The first of these to open was the new Ramparts station, designed by the firm Perkins + Will.
It is located on a different site from the original, which became tainted by the Ramparts scandal in the late 1990s, and was designed, says Gabrielle Bullock, the firm’s leader for global diversity, “to be as welcoming to the community as possible. Not that everybody was going into the police station but (the idea was) the grounds around the actual building could be used by the community. So there’s a large welcoming lawn there. And the design of the station itself has lots of light and is very welcoming so that it is meant to not be a barrier or wall to the community.”
Now that original station has also been updated by Perkins + Will, again emphasizing light and accessibility, and last week it won an award from the US Green Building Council’s LA Chapter for being a LEED Platinum building.
The attention to neighborhood concerns that you now see in large public projects — from the character of mass transit stations to the design of new civic parks — is part of a nationwide trend away from top-down to grassroots planning.

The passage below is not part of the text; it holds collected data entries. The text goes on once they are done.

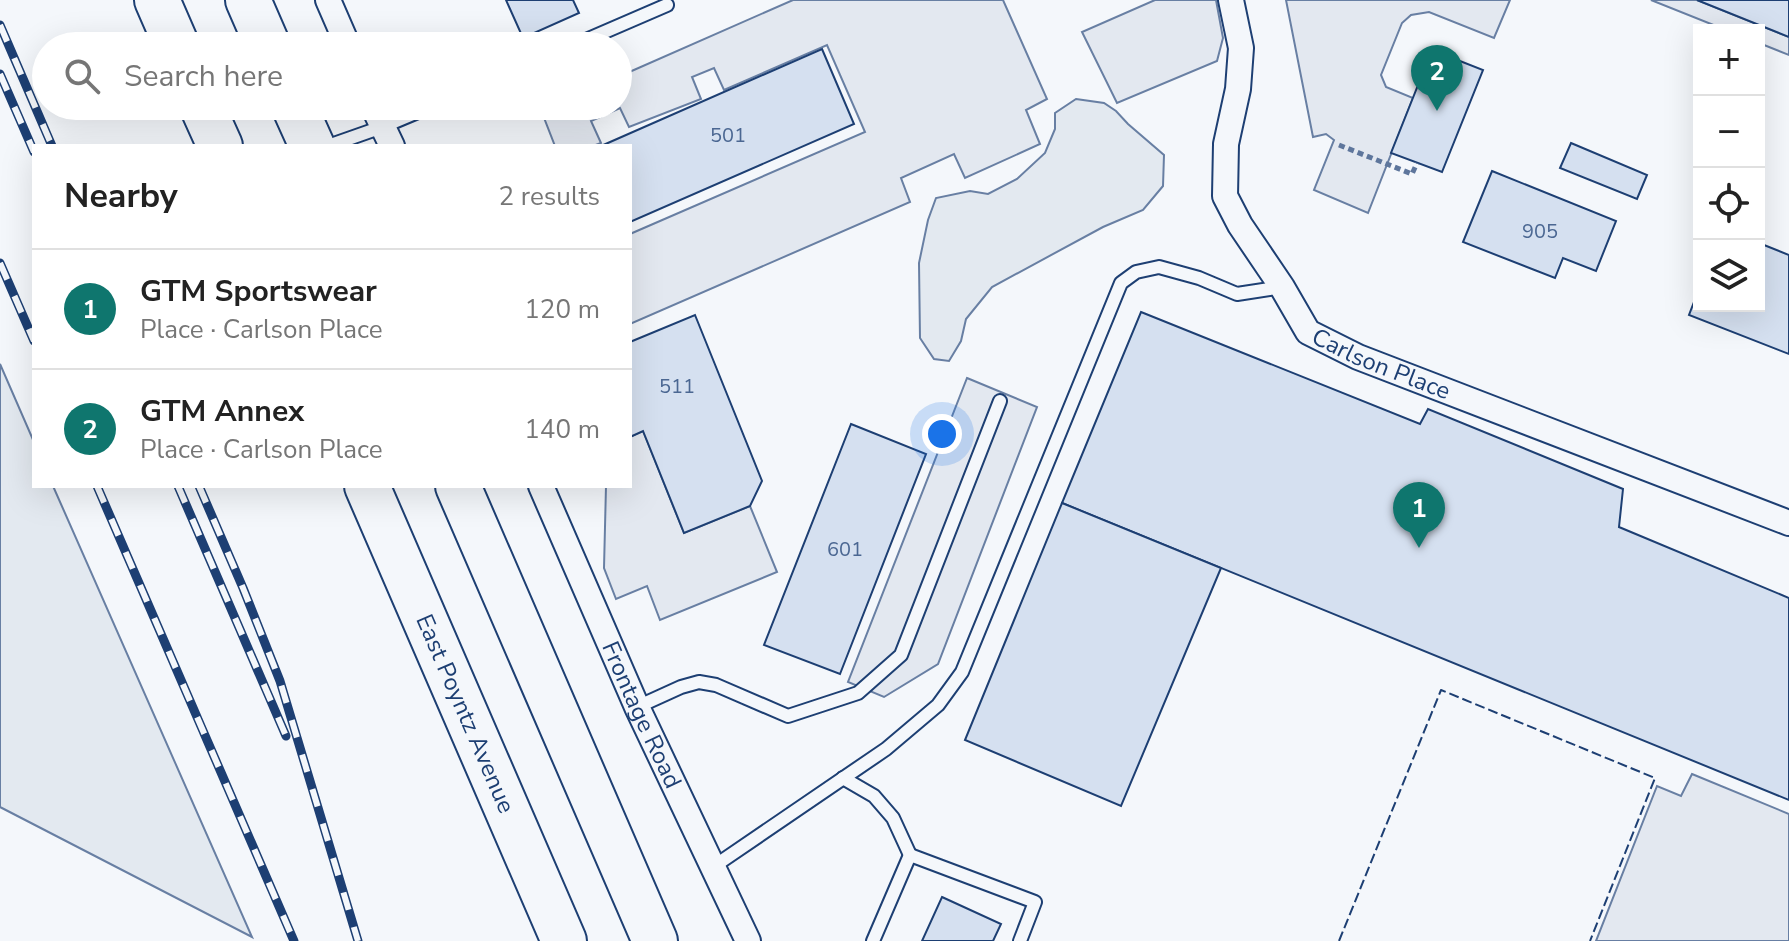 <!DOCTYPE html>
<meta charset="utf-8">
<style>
:root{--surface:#fff;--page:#f2f2f2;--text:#222;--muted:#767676;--line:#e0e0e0;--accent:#0f766e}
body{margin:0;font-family:"Nunito Sans",sans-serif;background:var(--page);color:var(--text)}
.controls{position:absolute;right:24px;top:24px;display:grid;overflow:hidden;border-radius:0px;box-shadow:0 8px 32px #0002}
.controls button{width:72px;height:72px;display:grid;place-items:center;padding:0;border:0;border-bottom:2px solid var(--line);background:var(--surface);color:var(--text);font:40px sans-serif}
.you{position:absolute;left:942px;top:434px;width:28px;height:28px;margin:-20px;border:6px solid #fff;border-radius:50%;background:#1a73e8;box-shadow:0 0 0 12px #1a73e833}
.badge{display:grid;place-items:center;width:52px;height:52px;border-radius:50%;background:var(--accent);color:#fff;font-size:26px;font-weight:700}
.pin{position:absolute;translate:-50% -66px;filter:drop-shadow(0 2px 4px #0008)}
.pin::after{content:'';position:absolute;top:42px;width:28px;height:24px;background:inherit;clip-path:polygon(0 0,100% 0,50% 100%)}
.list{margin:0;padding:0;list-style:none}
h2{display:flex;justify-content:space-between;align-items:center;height:104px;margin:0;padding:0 32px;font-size:34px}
h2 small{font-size:26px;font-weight:400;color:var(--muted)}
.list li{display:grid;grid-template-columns:52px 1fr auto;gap:24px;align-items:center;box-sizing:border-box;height:120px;padding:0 32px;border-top:2px solid var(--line)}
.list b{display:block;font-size:30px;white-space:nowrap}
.list p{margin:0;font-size:26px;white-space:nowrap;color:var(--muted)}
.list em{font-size:26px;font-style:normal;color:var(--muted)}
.icon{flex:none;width:44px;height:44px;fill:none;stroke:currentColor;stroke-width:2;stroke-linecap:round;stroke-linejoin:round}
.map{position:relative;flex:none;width:1789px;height:941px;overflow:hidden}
.search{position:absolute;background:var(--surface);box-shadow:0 8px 32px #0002;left:32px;top:32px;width:600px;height:88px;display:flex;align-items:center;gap:20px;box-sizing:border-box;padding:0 28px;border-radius:44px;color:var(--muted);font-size:30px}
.panel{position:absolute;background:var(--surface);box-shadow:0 8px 32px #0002;left:32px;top:144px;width:600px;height:344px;border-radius:0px}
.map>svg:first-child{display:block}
.green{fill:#e3e9f0;stroke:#687fa3;stroke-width:2}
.parking{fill:#e3e8f0;stroke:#687fa3;stroke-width:2}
.building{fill:#d5e0f0;stroke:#1d3f73;stroke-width:2}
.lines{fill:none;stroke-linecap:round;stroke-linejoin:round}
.lane-casing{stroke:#1d3f73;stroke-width:16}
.street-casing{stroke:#1d3f73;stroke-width:28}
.highway-casing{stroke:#1d3f73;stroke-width:48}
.path{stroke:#5e769c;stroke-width:5;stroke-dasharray:6 4;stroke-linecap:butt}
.lane{stroke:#f4f7fb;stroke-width:12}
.street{stroke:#f4f7fb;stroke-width:24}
.highway{stroke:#f4f7fb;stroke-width:44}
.rail-casing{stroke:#1d3f73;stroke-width:9}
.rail{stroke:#f4f7fb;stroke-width:6;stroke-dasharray:18;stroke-linecap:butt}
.fence{stroke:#1d3f73;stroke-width:2;stroke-dasharray:10 4;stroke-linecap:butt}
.labels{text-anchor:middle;stroke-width:6;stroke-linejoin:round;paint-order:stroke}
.number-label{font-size:20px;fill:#4b6792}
.street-label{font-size:24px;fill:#1d3f73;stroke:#f4f7fb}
</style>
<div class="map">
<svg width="1789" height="941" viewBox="0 0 1789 941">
<rect width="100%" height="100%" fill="#f4f7fb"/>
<g class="green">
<polygon points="1076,99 1104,103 1116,111 1128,124 1164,155 1163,186 1143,210 1103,227 992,287 966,319 961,341 949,361 934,359 920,338 919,263 928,220 936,198 970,191 988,194 1017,179 1045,153 1055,129 1055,113"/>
<polygon points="0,364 34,442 34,486 53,486 252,937 0,807"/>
</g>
<g class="parking">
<polygon points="793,0 1003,0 1047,99 1026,110 1040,144 965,178 954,154 901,178 910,202 630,324 630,234 865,132 827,45 724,90 714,68 692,77 701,99 629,127 620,108 591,121 601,143 593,146 555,146 541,110 551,106 618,106 618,77"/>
<polygon points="1155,0 1216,0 1223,38 1217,61 1117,103 1082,32"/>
<polygon points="1286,0 1510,0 1494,38 1429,12 1411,15 1402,23 1381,75 1386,87 1413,98 1368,213 1314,190 1334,140 1326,134 1313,137"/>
<polygon points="1651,0 1697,0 1789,37 1789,55 1759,43 1759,30 1726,30"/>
<polygon points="967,378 1037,407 938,664 884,697 848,682"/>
<polygon points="643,431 684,533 750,506 777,572 660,620 647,586 616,599 604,568 606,486 630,486 630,437"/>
<polygon points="1692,774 1789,814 1789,941 1596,941 1657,786 1681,796"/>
</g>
<g class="building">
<polygon points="506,0 573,0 579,13 523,38"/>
<polygon points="1697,0 1789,0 1789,37"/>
<polygon points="822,49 854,124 630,222 630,146 601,146"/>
<polygon points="1432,50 1483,70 1442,172 1391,153"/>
<polygon points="1571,143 1647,175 1637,199 1560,168"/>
<polygon points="1492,171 1616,221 1596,271 1563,258 1555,278 1463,242"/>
<polygon points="1759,243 1789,255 1789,354 1689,315 1699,289 1699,306 1759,306"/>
<polygon points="1141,312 1420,424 1428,409 1623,489 1619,527 1789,598 1789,800 1062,503"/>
<polygon points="695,315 762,481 750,506 684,533 643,431 630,437 630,342"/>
<polygon points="851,424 926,454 840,674 764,645"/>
<polygon points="1062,503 1221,568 1121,806 965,740"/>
<polygon points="942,897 1001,924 993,941 922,941"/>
</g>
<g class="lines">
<g class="lane-casing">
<g id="lane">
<polyline points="572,46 667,5"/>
<polyline points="328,146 382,127 432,106"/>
<polyline points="637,707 681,687 699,682 716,685 788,716 858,693 901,655 1000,401"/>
<polyline points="843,778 874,796 893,818 910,855"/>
<polyline points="713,867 886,749 938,705 962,672 1121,283 1136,272 1159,267 1199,278 1237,294 1282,287"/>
<polyline points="873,941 910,855 1035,902 1020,941"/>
</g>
</g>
<g class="street-casing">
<g id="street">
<polyline points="328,0 348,46"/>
<path id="s1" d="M1231,0L1241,48L1238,89L1226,144L1225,196L1240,225L1282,287L1308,332L1358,357L1789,523"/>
<polyline points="373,106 392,146"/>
<path id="s2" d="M541,486L637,707L748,941"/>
</g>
</g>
<g class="highway-casing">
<g id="highway">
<polyline points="157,0 177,46"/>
<polyline points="248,0 268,46"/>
<polyline points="202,106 220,146"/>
<polyline points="294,106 312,146"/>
<path id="s3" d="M367,486L564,941"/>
<polyline points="458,486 655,941"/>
</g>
</g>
<polyline class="path" points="1339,145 1412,174 1417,163"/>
<use href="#lane" class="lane"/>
<use href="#street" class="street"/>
<use href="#highway" class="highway"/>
<g class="rail-casing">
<g id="rail">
<polyline points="0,25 52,146"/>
<polyline points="0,74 34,152"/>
<polyline points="0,263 34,341"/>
<polyline points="97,486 294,941"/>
<polyline points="178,486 286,736"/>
<polyline points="199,486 243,588 280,681 358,941"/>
</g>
</g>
<use href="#rail" class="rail"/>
<polyline class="fence" points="1339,941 1441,690 1655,778 1590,941"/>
</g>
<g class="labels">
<g class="number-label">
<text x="728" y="142">501</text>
<text x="1540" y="238">905</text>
<text x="677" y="393">511</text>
<text x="845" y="556">601</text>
</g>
<g class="street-label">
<text dy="8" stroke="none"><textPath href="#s1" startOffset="438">Carlson Place</textPath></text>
<text dy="8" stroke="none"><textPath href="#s3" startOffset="248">East Poyntz Avenue</textPath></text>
<text dy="8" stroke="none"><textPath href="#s2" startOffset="250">Frontage Road</textPath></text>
</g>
</g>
</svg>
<div class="controls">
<button>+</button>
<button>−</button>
<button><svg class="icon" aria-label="locate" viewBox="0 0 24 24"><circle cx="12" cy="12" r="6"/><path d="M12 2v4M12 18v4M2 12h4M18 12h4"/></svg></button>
<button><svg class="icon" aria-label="layers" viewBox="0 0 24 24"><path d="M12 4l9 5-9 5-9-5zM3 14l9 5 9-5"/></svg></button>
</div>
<div class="you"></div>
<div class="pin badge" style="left:1419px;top:548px">1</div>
<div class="pin badge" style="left:1437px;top:111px">2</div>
<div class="search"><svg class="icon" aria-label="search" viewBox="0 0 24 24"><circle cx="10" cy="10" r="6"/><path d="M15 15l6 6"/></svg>Search here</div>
<section class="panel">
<h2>Nearby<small>2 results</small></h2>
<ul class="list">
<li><span class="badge">1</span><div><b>GTM Sportswear</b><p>Place · Carlson Place</p></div><em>120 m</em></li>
<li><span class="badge">2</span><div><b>GTM Annex</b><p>Place · Carlson Place</p></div><em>140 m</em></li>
</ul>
</section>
</div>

But I am sure the memory of the riots, demonstrating that people will destroy buildings and environments they feel uninvested in, undergirds the commitment here to making space that locals care about.
Los Angeles still has fissures — indeed, the LA Times found a rising number of Angelenos believe another riot is possible, in part fueled by Black Lives Matter and the shootings by police of African-Americans; the LAPD is still grappling with how to reduce officer-involved shootings.

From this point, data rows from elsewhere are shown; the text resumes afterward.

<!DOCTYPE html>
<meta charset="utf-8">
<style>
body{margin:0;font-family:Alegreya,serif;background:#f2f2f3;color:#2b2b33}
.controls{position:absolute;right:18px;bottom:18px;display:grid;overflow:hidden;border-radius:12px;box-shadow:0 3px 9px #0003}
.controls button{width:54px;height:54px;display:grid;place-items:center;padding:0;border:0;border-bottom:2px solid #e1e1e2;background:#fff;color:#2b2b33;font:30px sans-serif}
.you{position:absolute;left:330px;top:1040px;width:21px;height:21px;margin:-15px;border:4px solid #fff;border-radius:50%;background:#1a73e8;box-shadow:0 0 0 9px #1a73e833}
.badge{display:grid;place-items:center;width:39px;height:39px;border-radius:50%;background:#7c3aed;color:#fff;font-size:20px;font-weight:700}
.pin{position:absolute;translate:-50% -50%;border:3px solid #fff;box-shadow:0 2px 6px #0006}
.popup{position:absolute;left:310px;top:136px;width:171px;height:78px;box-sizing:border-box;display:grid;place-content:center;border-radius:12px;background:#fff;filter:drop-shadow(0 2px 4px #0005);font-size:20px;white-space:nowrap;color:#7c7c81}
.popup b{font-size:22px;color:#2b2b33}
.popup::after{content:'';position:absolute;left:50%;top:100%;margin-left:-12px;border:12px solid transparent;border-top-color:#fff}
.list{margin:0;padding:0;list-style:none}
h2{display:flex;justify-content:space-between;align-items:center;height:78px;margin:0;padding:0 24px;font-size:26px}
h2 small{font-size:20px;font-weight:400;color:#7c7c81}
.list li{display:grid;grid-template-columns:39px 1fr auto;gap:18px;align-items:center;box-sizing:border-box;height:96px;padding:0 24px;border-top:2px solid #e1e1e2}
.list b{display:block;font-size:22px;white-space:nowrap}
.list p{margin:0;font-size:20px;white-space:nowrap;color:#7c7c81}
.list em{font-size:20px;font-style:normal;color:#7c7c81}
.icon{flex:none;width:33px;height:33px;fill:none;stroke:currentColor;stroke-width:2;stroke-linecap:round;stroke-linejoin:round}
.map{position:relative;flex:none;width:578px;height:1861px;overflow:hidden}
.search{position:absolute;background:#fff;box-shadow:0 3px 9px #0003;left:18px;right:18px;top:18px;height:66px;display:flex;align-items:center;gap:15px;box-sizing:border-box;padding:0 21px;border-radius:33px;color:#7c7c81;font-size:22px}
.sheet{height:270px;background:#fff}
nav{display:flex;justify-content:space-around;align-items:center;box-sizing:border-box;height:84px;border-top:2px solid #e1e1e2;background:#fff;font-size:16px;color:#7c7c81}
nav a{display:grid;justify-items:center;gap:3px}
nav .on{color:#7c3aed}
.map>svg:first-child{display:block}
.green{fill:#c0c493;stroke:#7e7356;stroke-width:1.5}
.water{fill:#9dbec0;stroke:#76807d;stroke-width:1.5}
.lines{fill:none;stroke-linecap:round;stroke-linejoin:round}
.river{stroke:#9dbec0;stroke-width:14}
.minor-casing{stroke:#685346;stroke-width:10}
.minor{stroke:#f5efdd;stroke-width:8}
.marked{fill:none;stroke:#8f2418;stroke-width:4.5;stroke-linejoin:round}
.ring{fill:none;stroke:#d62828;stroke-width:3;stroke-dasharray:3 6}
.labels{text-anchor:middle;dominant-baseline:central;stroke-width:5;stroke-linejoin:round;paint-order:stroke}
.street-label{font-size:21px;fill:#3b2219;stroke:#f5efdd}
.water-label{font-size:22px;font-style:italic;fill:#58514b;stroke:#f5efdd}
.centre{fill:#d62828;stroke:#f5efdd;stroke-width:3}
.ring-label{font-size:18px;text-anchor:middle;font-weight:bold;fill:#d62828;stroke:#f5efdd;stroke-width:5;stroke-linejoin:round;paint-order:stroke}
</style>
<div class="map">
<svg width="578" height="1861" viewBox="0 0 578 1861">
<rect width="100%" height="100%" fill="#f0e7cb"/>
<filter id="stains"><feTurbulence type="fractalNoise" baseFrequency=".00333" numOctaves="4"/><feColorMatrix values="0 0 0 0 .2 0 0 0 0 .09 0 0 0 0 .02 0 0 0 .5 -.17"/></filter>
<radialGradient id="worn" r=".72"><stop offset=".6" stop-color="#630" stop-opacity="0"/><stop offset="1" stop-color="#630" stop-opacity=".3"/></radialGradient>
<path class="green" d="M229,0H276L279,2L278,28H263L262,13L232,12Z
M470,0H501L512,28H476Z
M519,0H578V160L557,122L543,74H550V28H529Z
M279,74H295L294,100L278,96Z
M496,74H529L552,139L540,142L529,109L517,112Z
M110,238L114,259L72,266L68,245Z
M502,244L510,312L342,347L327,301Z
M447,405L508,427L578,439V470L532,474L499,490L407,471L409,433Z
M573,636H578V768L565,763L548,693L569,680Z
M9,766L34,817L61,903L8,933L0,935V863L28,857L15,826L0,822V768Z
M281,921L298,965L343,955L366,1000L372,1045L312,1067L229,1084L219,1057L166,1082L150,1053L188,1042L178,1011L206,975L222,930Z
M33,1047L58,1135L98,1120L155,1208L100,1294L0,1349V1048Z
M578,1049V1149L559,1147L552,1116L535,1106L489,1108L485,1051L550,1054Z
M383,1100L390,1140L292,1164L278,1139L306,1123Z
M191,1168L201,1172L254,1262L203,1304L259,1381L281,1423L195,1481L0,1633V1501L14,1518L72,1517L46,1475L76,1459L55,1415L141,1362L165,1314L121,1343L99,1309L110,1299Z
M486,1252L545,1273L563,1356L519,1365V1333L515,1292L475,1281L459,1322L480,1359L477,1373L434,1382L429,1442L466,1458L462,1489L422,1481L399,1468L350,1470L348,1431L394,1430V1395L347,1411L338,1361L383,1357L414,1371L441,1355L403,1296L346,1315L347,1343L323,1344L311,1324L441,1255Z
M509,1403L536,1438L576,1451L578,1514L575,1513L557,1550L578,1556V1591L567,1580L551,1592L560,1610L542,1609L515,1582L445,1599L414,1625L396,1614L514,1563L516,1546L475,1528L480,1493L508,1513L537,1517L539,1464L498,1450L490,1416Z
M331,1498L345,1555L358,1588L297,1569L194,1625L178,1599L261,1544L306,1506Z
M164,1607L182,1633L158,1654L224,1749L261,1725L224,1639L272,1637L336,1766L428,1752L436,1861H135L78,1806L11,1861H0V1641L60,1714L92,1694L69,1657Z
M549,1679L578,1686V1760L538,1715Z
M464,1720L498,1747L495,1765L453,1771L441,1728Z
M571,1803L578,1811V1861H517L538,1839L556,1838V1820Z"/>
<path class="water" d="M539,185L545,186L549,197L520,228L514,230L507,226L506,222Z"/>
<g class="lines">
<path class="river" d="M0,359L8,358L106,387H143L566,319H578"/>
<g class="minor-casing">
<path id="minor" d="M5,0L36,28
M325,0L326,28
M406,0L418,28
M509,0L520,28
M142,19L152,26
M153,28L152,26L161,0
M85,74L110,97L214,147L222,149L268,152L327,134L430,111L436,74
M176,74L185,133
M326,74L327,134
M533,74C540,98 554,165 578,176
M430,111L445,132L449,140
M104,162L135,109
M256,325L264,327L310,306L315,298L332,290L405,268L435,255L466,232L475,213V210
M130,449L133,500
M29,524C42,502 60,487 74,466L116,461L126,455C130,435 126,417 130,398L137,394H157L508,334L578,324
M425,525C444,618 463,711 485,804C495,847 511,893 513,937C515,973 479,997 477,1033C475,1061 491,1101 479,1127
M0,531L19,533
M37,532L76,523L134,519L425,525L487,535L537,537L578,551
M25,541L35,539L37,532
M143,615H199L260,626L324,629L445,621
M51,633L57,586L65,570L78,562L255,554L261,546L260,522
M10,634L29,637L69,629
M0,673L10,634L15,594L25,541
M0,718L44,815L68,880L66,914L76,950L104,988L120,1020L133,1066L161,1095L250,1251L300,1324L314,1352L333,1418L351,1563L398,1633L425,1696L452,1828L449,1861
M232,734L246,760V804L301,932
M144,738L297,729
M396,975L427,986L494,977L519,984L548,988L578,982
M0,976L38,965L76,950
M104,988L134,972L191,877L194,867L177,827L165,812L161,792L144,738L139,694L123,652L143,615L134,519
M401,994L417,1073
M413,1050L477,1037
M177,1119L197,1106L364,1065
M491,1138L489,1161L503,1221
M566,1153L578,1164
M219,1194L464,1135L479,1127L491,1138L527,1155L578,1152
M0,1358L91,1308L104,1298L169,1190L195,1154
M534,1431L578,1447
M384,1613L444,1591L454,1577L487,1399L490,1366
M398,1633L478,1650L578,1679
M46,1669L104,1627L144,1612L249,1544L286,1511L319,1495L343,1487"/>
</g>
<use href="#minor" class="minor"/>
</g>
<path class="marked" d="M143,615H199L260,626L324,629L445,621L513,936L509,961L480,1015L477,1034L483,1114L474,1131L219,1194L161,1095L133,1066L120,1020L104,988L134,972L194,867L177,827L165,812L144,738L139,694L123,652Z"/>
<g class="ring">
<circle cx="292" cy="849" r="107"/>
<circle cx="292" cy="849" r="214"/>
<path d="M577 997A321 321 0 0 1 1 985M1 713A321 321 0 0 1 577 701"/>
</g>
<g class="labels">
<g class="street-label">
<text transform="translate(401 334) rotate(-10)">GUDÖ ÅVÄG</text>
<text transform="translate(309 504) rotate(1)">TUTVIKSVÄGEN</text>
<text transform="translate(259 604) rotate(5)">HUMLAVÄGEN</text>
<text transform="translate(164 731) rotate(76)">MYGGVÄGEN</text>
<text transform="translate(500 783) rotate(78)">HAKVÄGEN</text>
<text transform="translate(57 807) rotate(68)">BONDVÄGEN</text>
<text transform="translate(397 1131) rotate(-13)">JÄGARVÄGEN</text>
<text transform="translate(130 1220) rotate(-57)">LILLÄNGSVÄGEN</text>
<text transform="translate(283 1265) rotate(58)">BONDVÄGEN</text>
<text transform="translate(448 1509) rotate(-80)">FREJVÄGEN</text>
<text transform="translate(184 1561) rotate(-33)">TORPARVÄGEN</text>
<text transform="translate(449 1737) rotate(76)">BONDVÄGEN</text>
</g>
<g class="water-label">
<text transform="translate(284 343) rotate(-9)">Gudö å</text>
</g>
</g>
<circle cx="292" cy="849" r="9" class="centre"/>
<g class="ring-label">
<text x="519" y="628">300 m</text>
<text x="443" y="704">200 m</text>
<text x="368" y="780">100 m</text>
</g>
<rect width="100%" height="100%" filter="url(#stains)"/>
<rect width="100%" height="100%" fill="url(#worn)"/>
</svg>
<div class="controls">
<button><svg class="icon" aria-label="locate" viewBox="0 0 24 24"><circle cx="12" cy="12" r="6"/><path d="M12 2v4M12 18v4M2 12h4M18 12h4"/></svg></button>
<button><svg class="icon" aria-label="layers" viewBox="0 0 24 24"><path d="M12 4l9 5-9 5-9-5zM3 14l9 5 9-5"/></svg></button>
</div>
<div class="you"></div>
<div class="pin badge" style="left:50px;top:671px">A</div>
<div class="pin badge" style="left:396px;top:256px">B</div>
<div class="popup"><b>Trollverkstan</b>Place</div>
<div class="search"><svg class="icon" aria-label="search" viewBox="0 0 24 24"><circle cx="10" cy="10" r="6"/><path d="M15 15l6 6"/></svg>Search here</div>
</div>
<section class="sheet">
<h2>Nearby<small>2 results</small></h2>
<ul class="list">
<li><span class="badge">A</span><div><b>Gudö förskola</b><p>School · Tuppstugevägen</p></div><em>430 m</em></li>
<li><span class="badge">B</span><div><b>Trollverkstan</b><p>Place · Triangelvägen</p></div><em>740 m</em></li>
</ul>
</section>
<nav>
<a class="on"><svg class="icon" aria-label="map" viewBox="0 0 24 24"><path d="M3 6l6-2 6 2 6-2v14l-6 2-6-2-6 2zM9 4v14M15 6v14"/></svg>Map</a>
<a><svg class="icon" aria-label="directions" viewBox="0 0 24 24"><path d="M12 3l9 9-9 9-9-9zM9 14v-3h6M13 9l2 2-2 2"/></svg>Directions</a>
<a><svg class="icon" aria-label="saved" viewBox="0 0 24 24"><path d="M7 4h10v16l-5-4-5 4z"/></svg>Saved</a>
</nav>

But in many ways the antagonists seem to have changed. Now the biggest battle seems to be over development, as in over-development, and the allegiances have shifted. Measures S and LV brought together folks of diverse backgrounds and neighborhoods, for or against heightened density and mass transit.
Back in 1992 many neighborhoods in South and East LA were no-go zones, and their elected officials begged for investment. I remember driving West from downtown LA with a friend in the mid-90s, and as we drove through the Pico-Union neighborhood she ducked under the dashboard; that’s how fearful some people were of the neighborhoods beset by gangs and poverty.
Now Inglewood is on the rise, Compton wants to be the new Brooklyn, Venice rents are higher than in Beverly Hills, Koreatown is jumping, Boyle Heights is investment gold, and the new enemy is the gentrifier (whoever imagined artists would become the bad guys!).
Or the enemy is the driver, or the cyclist, depending on what side you are on of the battles between bikes and cars.
And where calming gang wars used to be a primary concern in many parts of Los Angeles, now neighborhood groups grapple with the downside of greater peace: higher home and rent prices, and how to deal with the rising numbers of homeless people on their streets.
All of these concerns play into architecture and land-use and policy; and where a generation of architects came to LA 25 ago years for its design freedoms, the post-1992 generations are drawn towards creatively planning and reshaping its neighborhoods.
Out of the ashes of April 29, 1992, a new attitude to Los Angeles was born.